Dans ce moment trouble où nous ne pouvons nous empêcher d’espérer que le monde change radicalement, il m’apparaît précieux de vous relater une période de l’histoire de France que nous affectionnons particulièrement avec mes collègues du Pas de l’Oiseau. Parce que nous nous en sentons dépositaires et que dans chacun de nos projets nous sommes soucieux d’en être dignes. De quoi parlons-nous ? De théâtre, évidemment. D’une utopie commencée dans le passé, et porteuse d’avenir. 

« Un chef d’oeuvre est diminué à n’être possédé que par quelques uns ! » 

Nous sommes en 1894, c’est Jean Jaurès qui parle, dans une de ces universités populaires, nées après l’affaire Dreyfus. 

A cette époque, l’art en général et le théâtre en particulier se vivent essentiellement à Paris. Pourtant, l’idée d’une décentralisation culturelle, qui profiterait au plus grand nombre est dans l’air. Lors du Front Populaire, le ministre de l’Education en charge du théâtre, commande un rapport à Charles Dullin, qui préconise des « Préfectures artistiques », avec notamment la création de Centres Dramatiques dans les Régions. 

Charles Dullin, inspirateur des Centres dramatiques dans les régions (Ressource web)

La Seconde Guerre Mondiale éclate et bouscule tout. Au coeur des privations et du désespoir, on fait du théâtre comme on peut, où on peut :lors de veillées dans les foyers, clandestinement malgré le couvre-feu, dans les camps de prisonniers, dans les maquis. Il s’agit de garder la flamme allumée. 

Quand arrive la libération, tout s’embrase. Une nouvelle République naît, pleine d’espérance. Un projet ambitieux de réformes sociales et économiques, issu du programme du Conseil National de la Résistance, fonde le fameux modèle social français. Services publics, sécurité sociale, régimes de retraites…Partout, il s’agit de faire jouer la solidarité, de soutenir les plus faibles et de remettre au coeur des préoccupations l’éducation, le partage du savoir de la réflexion, l’épanouissement des personnes, pour que le peuple français s’élève définitivement de l’horreur, de la misère. Oui, on aspire à des « jours heureux », et on met en place des moyens pour. 
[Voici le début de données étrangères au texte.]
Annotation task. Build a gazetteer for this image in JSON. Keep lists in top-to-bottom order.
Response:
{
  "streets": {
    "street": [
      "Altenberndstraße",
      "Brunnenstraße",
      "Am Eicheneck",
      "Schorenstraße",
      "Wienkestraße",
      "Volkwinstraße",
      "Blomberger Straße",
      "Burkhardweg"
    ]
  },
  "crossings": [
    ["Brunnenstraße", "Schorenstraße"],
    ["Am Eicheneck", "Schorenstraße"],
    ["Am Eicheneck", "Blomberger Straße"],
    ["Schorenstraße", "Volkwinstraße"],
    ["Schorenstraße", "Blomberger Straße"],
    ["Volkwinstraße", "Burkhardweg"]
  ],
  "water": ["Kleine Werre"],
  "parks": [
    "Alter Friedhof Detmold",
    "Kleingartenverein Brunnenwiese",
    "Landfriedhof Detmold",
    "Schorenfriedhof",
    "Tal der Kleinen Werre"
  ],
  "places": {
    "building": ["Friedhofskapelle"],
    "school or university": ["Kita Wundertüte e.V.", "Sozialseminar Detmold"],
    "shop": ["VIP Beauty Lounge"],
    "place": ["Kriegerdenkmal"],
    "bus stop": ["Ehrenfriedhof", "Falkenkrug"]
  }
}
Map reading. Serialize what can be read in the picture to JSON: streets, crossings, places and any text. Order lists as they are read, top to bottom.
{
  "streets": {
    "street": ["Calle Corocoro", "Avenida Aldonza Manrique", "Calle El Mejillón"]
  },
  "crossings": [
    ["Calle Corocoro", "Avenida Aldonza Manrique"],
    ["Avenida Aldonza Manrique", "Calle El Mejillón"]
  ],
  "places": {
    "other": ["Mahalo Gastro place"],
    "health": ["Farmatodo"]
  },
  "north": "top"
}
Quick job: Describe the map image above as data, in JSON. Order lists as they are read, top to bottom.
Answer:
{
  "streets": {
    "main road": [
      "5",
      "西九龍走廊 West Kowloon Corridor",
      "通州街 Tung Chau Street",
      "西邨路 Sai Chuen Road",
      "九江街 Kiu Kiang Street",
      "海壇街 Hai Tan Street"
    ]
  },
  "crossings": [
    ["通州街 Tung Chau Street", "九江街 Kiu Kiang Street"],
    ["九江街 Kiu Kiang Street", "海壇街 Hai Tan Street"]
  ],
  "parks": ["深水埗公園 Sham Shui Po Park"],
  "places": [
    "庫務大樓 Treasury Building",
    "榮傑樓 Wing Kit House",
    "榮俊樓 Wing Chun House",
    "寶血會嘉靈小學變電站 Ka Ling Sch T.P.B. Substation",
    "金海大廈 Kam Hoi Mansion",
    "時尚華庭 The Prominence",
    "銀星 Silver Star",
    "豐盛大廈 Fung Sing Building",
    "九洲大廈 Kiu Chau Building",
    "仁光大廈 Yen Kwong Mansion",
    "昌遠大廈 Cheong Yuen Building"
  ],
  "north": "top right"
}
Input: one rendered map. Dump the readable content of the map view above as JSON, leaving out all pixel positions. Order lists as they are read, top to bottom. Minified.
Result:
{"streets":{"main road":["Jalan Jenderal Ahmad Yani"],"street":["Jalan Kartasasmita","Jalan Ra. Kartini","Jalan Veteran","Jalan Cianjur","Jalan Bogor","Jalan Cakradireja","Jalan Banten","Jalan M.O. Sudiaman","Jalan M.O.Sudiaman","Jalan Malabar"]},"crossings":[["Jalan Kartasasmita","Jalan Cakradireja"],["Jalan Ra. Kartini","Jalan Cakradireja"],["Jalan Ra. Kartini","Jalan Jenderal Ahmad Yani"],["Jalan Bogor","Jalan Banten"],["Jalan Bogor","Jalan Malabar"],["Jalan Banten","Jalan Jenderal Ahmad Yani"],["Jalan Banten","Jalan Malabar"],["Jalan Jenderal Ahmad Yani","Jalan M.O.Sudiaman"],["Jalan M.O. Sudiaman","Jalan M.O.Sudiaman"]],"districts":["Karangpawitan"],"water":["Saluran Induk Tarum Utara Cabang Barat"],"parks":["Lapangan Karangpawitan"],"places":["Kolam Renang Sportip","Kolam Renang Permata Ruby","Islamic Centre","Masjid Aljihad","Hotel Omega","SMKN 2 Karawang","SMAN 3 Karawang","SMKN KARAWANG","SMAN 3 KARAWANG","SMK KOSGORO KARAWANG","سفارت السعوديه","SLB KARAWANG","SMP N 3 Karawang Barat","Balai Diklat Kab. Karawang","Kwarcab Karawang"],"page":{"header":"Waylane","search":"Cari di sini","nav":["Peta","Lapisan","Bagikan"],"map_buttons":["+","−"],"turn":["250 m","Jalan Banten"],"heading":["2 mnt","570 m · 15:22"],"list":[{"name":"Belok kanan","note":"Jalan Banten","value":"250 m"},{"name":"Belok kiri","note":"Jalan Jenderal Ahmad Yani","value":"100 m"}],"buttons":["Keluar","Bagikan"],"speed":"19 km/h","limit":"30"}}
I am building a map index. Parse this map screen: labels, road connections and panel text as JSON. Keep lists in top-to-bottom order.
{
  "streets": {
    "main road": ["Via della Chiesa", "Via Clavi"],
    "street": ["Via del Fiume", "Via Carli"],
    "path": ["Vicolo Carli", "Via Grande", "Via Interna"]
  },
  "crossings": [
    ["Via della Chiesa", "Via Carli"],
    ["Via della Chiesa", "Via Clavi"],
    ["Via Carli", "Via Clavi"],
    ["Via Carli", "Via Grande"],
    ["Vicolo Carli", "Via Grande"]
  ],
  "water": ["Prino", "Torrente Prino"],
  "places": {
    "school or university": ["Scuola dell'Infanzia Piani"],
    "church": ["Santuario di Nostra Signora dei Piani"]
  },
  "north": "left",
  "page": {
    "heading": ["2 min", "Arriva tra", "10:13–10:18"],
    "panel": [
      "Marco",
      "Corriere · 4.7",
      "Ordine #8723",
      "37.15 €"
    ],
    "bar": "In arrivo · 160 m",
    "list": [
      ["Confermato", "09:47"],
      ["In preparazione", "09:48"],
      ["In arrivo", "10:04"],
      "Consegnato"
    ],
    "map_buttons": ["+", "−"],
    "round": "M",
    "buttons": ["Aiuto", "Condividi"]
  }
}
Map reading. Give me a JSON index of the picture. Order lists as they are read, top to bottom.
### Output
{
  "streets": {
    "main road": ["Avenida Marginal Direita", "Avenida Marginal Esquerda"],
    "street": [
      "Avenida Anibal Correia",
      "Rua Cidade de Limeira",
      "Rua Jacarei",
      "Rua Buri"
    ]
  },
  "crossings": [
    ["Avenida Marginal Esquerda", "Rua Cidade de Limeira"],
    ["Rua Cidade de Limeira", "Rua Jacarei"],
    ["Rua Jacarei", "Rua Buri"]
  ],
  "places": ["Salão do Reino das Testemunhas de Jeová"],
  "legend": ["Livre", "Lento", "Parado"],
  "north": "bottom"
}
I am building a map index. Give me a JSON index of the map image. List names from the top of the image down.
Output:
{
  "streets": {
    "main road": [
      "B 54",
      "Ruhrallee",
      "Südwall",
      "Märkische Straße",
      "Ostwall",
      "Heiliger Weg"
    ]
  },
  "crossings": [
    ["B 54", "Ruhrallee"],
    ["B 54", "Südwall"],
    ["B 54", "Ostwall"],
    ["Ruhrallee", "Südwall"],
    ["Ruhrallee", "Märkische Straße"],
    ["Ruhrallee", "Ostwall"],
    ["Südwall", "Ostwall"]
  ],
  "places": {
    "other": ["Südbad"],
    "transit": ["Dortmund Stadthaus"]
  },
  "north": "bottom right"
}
Dans ce contexte, l’art et la culture apparaissent comme des outils privilégiés. Une femme, Jeanne Laurent, nommée sous-directrice des spectacles et de la musique, au sein de la Direction des Arts et des Lettres, elle-même faisant partie du ministère de l’Education Nationale, va jouer un rôle déterminant. Elle impulse une véritable politique de décentralisation théâtrale. Elle repère les artistes passionnés, qui depuis des années oeuvrent à élargir leur public, à sortir de Paris, à prendre des risques. Elle leur propose de s’établir en Province, avec leur troupe, pour travailler sur un territoire donné, en leur octroyant enfin une aide financière, sous forme de subventions régulières. Et c’est ainsi que Jean Dasté et sa belle équipe écriront les premières pages de l’histoire de la Comédie de Saint Etienne, idem pour Hubert Gignoux à Rennes, avec le Centre Dramatique de L’Ouest, Maurice Sarrazin à Toulouse avec le Grenier, sans oublier le Centre Dramatique de l’Est à Strasbourg qui fondera la fameuse Ecole Nationale Supérieure d’Art Dramatique et enfin le Centre Dramatique du Sud-Est à Aix-en-Provence. 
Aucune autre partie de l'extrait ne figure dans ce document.